Pilot Study of Curcumin for Women With Obesity and High Risk for Breast Cancer
Atypical Ductal Breast Hyperplasia, BRCA1 Gene Mutation, BRCA2 Gene Mutation
About this trial
This is an interventional prevention trial for Atypical Ductal Breast Hyperplasia focused on measuring Breast Cancer
Eligibility Criteria
INCLUSION CRITERIA:
- Increased risk for breast cancer based on family history, personal history
- Normal mammogram, clinical breast examination in the past 12 months
- >1 year from pregnancy, lactation or chemotherapy
- Body mass index (BMI) between 25 - 40
EXCLUSION CRITERIA:
- Concurrent malignancy or metastatic malignancy of any kind
- Ongoing chemotherapy, radiation therapy, or other cancer-related treatment
- History of a bleeding tendency or current use of Coumadin or other anticoagulants
- Current or previous history of liver, gastrointestinal, hematopoietic, cardiac or renal disease, viral, bacterial, atypical or fungal infections of any organ system and human immunodeficiency virus (HIV) infection
- Pregnant or lactating women
- Concurrent use of hormonal contraception or hormone replacement therapy
- Concurrent use of immunosuppressant medications
- Concurrent use of medications known to inhibit or induce hepatic enzyme cytochrome P450 (CYP) 3A4
- Barriers to fine needle aspiration sampling of breast adipose, including breast implants, history of radiation to both breasts, bilateral mastectomies, and/or insufficient breast adipose tissue for adequate fine needle aspiration (FNA) sampling
- Uncontrolled intercurrent illness including, but not limited to, ongoing or active infection, symptomatic congestive heart failure, unstable angina pectoris, cardiac arrhythmia, hypertension, or psychiatric illness/social situation that would limit compliance with study requirements
- Chronic use of any herbal or dietary supplement containing curcumin or curcuminoids within the 3 months prior to entry on the study or any other supplements that might interact with NEC
- Known sensitivity or allergy to turmeric spices or curry
- Dietary intake of large amounts of curry, turmeric spices or black pepper on a regular basis
- Subjects on a standing regimen of full dose aspirin (>= 325 mg/day), non-steroidal anti-inflammatory drug (NSAID)s or NSAID-containing products
Sites / Locations
- Arthur G. James Cancer Hospital and Solove Research Institute at Ohio State University Medical Center
Arms of the Study
Arm 1
Arm 2
Experimental
Experimental
Arm I (lower dose curcumin)
Arm II (higher dose curcumin)
Participants receive 50 mg dose curcumin PO BID for 3 months.

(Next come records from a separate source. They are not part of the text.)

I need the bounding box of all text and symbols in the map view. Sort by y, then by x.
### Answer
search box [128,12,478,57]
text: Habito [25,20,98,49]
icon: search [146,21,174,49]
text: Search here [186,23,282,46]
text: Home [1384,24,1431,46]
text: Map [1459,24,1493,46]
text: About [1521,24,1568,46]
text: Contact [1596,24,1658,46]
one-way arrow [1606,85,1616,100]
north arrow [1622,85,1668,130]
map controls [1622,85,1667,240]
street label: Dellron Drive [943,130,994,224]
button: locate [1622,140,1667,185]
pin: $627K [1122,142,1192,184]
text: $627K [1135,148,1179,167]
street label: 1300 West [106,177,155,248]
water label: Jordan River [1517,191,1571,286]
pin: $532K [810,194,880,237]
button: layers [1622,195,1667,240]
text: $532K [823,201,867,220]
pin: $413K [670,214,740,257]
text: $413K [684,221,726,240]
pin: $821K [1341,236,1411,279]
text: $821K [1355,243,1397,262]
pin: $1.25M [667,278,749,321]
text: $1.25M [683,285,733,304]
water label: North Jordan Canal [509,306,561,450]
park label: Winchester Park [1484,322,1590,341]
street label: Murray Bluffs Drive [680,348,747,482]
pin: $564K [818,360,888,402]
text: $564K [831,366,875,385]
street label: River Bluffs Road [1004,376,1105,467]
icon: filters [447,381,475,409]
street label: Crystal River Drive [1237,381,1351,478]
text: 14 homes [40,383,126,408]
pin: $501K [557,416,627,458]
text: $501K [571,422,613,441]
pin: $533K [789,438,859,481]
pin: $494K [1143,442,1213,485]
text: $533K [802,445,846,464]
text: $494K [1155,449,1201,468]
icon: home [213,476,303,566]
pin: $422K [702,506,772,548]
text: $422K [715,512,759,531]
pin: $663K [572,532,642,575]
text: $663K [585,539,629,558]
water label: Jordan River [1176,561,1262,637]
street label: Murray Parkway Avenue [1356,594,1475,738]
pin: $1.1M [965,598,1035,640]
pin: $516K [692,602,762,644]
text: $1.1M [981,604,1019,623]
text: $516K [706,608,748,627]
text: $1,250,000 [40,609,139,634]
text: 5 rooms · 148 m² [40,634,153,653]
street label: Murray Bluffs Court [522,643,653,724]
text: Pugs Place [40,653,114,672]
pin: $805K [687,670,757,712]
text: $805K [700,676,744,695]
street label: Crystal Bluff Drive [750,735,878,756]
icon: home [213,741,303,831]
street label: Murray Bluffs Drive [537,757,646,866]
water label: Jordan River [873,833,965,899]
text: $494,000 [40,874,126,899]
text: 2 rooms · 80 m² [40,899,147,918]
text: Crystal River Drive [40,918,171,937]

Biomarker analyses of breast adipose tissue and plasma samples will be obtained at baseline and 3 months. Breast adipose tissue samples will be obtained via fine needle aspiration. Plasma samples from the baseline blood draw will be assessed for curcumin and also stored at -80°C for biomarker analysis. Assessment of dietary intake by food frequency questionnaires and 24 hour dietary recalls will be used to assess usual dietary habits. All participants will complete a daily log on the date and time of NEC administration, potential adverse events, and medications.
Participants receive 100 mg dose curcumin PO BID for 3 months. Biomarker analyses of breast adipose tissue and plasma samples will be obtained at baseline and 3 months. Breast adipose tissue samples will be obtained via fine needle aspiration. Plasma samples from the baseline blood draw will be assessed for curcumin and also stored at -80°C for biomarker analysis. Asssessment of dietary intake by food frequency questionnaires and 24 hour dietary recalls will be used to assess usual dietary habits. All participants will complete a daily log on the date and time of NEC administration, potential adverse events, and medications.